*** Records to use Section Begins ***

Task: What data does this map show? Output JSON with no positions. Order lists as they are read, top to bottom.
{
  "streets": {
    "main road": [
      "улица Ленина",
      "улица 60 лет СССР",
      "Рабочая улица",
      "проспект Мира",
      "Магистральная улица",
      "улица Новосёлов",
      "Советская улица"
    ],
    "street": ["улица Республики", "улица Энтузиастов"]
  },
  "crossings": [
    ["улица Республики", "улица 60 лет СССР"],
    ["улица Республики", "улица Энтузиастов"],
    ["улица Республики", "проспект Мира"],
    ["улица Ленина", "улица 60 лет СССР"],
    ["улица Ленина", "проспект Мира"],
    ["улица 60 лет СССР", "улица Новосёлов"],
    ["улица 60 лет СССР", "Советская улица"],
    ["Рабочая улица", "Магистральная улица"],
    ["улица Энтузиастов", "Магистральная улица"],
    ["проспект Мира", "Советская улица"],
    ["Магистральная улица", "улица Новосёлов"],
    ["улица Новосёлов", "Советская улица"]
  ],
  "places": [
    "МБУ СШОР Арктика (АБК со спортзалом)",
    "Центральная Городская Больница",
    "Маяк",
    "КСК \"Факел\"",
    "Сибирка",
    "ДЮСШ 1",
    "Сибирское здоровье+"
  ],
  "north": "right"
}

*** Records to use Section Ends ***

- Task to complete: Go through the listing and write out each line exactly.

- Solution:
Task: What data does this map show? Output JSON with no positions. Order lists as they are read, top to bottom.
{
  "streets": {
    "main road": [
      "улица Ленина",
      "улица 60 лет СССР",
      "Рабочая улица",
      "проспект Мира",
      "Магистральная улица",
      "улица Новосёлов",
      "Советская улица"
    ],
    "street": ["улица Республики", "улица Энтузиастов"]
  },
  "crossings": [
    ["улица Республики", "улица 60 лет СССР"],
    ["улица Республики", "улица Энтузиастов"],
    ["улица Республики", "проспект Мира"],
    ["улица Ленина", "улица 60 лет СССР"],
    ["улица Ленина", "проспект Мира"],
    ["улица 60 лет СССР", "улица Новосёлов"],
    ["улица 60 лет СССР", "Советская улица"],
    ["Рабочая улица", "Магистральная улица"],
    ["улица Энтузиастов", "Магистральная улица"],
    ["проспект Мира", "Советская улица"],
    ["Магистральная улица", "улица Новосёлов"],
    ["улица Новосёлов", "Советская улица"]
  ],
  "places": [
    "МБУ СШОР Арктика (АБК со спортзалом)",
    "Центральная Городская Больница",
    "Маяк",
    "КСК \"Факел\"",
    "Сибирка",
    "ДЮСШ 1",
    "Сибирское здоровье+"
  ],
  "north": "right"
}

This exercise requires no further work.